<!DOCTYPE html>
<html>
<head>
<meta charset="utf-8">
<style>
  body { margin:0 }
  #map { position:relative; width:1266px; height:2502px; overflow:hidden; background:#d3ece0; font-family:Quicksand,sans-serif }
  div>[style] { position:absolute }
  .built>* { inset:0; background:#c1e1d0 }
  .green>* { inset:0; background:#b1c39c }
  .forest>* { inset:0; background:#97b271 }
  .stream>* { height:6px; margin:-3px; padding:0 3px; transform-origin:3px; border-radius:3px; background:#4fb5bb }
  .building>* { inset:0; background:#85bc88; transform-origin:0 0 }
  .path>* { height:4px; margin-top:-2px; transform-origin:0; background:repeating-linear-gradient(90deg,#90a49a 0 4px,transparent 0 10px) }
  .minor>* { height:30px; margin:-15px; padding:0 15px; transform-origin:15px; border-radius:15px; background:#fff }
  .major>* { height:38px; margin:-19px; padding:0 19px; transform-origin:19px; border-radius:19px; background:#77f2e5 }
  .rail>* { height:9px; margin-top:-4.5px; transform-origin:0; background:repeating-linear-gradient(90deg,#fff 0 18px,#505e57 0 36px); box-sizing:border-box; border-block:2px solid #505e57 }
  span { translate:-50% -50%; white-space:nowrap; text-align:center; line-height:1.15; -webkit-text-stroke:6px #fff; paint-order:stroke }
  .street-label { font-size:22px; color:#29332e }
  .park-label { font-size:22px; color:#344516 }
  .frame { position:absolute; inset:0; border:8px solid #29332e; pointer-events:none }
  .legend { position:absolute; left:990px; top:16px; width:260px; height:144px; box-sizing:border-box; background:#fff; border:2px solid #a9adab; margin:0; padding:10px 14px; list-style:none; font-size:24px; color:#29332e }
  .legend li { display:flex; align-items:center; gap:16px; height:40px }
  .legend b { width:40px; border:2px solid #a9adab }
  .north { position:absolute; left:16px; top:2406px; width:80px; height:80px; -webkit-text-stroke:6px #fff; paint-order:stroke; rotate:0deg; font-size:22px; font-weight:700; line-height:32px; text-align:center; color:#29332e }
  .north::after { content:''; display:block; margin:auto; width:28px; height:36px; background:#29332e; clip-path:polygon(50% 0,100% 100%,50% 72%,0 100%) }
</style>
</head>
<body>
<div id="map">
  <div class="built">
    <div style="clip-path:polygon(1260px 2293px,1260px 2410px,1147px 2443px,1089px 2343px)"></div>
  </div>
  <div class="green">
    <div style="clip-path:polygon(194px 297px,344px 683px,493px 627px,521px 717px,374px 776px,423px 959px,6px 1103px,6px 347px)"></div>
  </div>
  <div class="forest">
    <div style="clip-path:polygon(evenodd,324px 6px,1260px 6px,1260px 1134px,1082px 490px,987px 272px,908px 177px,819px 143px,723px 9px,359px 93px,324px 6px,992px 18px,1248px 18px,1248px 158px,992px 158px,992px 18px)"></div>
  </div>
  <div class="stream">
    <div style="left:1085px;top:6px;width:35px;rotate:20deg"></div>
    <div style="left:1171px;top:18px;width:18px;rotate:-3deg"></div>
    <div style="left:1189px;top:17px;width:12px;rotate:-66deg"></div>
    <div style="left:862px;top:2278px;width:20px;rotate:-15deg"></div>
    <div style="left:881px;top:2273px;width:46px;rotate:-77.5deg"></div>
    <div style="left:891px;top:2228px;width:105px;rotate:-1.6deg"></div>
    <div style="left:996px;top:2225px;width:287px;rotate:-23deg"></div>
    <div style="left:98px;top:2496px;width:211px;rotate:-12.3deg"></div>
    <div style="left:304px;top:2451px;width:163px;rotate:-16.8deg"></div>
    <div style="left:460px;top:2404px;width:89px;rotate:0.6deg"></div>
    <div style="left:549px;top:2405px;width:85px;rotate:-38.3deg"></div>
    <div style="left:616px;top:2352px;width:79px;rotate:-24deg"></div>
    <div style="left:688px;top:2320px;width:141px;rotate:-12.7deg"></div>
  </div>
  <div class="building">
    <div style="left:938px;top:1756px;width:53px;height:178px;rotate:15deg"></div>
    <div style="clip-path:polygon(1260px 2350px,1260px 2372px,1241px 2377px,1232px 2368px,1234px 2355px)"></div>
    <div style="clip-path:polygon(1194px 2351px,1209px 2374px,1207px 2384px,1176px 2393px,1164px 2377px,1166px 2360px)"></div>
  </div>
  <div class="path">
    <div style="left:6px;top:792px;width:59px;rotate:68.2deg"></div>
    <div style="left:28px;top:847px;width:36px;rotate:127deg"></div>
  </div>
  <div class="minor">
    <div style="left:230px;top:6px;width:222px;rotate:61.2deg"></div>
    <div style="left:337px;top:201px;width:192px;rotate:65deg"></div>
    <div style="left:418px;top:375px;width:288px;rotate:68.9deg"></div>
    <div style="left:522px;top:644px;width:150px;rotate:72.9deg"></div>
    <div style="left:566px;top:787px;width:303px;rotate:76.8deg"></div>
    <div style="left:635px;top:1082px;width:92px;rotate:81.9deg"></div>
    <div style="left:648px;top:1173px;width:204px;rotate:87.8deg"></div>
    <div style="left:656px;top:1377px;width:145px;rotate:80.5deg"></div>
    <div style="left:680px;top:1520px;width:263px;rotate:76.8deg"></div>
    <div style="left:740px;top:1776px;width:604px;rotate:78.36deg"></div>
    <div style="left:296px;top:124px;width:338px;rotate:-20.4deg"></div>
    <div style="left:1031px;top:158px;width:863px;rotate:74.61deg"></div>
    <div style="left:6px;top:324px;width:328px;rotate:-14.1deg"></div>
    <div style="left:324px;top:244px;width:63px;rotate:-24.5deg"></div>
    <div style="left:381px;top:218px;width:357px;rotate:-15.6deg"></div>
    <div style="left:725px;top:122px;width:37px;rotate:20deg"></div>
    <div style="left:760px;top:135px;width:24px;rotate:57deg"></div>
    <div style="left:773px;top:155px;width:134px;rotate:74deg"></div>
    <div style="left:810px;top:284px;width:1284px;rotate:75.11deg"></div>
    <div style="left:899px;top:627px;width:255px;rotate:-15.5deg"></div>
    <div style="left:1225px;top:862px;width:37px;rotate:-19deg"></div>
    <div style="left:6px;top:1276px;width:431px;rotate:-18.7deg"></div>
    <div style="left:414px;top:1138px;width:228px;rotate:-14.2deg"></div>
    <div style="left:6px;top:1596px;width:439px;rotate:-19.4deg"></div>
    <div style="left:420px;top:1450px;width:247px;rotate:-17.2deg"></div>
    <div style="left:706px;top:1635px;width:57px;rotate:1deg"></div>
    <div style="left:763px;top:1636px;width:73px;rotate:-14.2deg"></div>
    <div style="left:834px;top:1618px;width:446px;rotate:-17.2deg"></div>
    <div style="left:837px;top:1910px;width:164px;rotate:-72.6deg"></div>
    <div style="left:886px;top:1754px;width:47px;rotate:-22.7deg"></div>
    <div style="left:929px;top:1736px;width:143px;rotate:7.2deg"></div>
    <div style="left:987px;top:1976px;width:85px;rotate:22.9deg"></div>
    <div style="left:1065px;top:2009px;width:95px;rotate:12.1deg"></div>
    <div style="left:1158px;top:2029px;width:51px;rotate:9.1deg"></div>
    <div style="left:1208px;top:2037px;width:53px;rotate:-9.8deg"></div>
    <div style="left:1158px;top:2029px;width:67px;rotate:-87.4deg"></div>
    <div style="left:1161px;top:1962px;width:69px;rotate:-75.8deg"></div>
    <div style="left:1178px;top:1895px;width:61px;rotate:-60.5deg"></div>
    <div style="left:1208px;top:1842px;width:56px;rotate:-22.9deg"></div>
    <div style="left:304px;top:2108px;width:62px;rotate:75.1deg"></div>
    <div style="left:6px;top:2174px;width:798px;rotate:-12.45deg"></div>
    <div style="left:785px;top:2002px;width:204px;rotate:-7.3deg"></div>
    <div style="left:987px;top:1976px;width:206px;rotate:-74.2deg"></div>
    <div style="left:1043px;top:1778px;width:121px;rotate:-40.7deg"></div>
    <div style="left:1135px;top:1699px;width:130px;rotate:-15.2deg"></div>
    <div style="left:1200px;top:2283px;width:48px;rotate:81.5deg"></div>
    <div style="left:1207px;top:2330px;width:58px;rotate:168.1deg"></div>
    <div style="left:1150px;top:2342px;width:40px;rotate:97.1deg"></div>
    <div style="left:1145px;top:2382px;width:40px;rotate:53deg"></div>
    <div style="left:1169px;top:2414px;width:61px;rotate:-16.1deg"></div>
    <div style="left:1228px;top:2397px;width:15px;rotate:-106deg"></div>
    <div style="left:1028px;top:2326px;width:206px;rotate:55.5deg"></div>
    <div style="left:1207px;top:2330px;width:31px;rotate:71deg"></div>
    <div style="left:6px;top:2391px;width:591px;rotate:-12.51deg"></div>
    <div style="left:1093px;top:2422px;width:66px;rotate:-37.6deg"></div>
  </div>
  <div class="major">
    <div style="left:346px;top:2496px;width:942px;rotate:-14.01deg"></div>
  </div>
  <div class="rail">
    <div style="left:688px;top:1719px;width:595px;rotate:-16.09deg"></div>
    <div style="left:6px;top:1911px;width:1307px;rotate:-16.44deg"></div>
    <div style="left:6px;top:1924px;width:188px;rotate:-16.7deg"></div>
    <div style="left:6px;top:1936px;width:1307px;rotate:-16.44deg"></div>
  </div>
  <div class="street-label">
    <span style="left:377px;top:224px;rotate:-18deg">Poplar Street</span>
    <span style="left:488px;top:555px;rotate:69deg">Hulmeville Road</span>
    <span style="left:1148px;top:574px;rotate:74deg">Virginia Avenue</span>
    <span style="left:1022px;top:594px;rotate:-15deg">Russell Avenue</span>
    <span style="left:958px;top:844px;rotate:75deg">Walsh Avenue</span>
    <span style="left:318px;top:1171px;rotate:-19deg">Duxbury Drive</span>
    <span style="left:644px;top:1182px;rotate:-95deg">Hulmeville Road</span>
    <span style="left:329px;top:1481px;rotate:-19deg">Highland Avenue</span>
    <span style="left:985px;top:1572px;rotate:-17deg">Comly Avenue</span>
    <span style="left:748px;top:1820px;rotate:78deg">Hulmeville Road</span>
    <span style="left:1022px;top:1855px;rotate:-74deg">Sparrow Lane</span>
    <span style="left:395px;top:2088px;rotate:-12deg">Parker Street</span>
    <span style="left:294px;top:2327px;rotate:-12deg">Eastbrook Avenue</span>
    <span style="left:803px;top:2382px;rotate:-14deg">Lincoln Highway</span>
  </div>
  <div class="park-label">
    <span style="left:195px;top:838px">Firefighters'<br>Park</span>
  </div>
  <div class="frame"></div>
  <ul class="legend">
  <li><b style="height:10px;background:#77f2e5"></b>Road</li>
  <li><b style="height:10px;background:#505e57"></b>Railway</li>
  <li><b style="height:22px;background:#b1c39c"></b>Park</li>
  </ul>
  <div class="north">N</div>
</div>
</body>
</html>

* ABOUT THIS EXERCISE:
Establish how many lines of the material above hold the word "align". Nothing but the count should be returned.

* FINISHED TASK:
3